Dad-of-four PC Bill Barker, 44, was stopping traffic on a bridge in Workington, Cumbria, in November 2009 when it collapsed into the swollen River Derwent and he was swept to his death.
Now, as Cumbria counts the devastating cost of Storm Desmond, his widow Hazel Barker, 51, has accused the Government of failing to spend enough on flood defences to protect the beleaguered region.
“It just keeps going through my head that this should never have happened again,” she said.
“That bridge Bill was on had been there for many years and it crumbled like Lego. Mother Nature proved how powerful she is.
“It’s happening all over again. Lessons obviously weren’t learned.

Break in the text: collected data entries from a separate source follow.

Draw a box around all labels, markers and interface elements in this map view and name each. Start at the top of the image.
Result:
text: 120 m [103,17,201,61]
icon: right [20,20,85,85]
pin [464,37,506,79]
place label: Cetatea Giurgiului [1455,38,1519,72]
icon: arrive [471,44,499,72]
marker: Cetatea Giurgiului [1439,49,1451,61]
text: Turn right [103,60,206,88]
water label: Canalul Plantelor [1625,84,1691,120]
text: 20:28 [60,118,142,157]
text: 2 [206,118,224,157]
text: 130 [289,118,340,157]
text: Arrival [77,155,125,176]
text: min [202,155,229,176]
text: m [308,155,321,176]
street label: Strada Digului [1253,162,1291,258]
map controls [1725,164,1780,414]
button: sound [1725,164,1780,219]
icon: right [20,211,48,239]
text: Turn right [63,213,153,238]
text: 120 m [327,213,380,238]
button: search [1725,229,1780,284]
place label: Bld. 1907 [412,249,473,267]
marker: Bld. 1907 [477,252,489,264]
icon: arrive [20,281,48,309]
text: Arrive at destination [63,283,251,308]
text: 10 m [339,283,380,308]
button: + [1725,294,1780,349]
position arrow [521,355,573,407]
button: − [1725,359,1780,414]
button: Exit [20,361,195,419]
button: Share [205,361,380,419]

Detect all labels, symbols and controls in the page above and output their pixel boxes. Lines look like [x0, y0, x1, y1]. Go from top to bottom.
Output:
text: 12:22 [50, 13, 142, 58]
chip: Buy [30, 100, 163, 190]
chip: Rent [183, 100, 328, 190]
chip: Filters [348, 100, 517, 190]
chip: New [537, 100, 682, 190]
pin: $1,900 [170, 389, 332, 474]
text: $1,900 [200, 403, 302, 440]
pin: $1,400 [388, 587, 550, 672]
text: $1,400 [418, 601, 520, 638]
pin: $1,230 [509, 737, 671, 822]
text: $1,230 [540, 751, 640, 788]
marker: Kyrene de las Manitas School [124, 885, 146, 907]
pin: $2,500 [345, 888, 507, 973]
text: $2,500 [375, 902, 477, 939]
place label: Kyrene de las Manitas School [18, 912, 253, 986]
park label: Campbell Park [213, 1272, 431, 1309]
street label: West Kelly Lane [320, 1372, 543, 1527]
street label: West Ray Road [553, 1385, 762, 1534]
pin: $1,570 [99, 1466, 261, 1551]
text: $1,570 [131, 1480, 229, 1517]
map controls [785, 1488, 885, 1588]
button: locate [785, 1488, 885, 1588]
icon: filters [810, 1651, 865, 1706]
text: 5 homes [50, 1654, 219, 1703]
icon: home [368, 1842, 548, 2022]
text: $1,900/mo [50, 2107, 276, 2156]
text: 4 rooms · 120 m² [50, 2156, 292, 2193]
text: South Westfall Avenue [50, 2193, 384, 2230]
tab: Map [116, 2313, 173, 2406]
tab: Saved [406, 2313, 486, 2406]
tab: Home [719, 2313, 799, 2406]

It’s soul- destroying for me that these people should have to go through it again.”
Hazel and Bill (PA)
The storm flooded more than 2,000 homes and left more than 60,000 properties without power across Cumbria, Lancashire, North Yorkshire and the Scottish Borders.
Forecasters have warned extreme weather could wreak more havoc this weekend.
Hazel said the Government needed to cut the amount it spent on foreign aid to help shore up domestic flood protection.
She said: “In other countries they know what a giving country we are, and we always will be, but there is a time when you’ve got to say ‘enough’.
“And when we have our own people protected and our own country is in order then is the time to be charitable.”
A Cumbrian aid appeal has raised more than £1.2 million.
All over the region there have been incredible tales of everyday people helping each other.
Hazel is full of pride at the “incredible resilience” of her fellow Cumbrians but last weekend’s storm transported her right back to 4.40am on November 20, 2009, the moment her husband died.
“It’s a physical pain,” she said. “I felt very lonely and still do.
“I don’t need reminders of how we lost Bill but the impact of the weather, it’s unbearable and you can’t get away from it.
“We’re in a three-storey house and wherever you go you hear the wind and rain and there’s no escape from it.”
At the height of Desmond, Hazel prayed no harm would come to 999 workers.
It was only when two police officers visited her at home last Sunday, to tell her everyone had been accounted for, she began to breathe a little more easily.
Hazel, disabled by a severe musculoskeletal condition, has been supported by her children, Simon, 23, Melissa, 21, Daniel, 19, and Emma-Louise, 13.
However, she remains too traumatised to return to her late husband’s grave and she has not been back to Northside Bridge, where he died, since attending the reopening ceremony in 2012.
She added: “I had to destroy my children’s lives when I told them what had happened.
“So when you see lessons weren’t learned, it takes you right back and the pain is just as strong.
“You have to live with the consequences of the loss and there are times when it’s the hardest thing in the world.”
Last night a Department for Environment, Food and Rural Affairs spokesman said their “thoughts and sympathies” were with Hazel and her family.
He said a six-year £2.3 billion plan to build new flood defences would protect an additional 300,000 homes and reduce flood risk.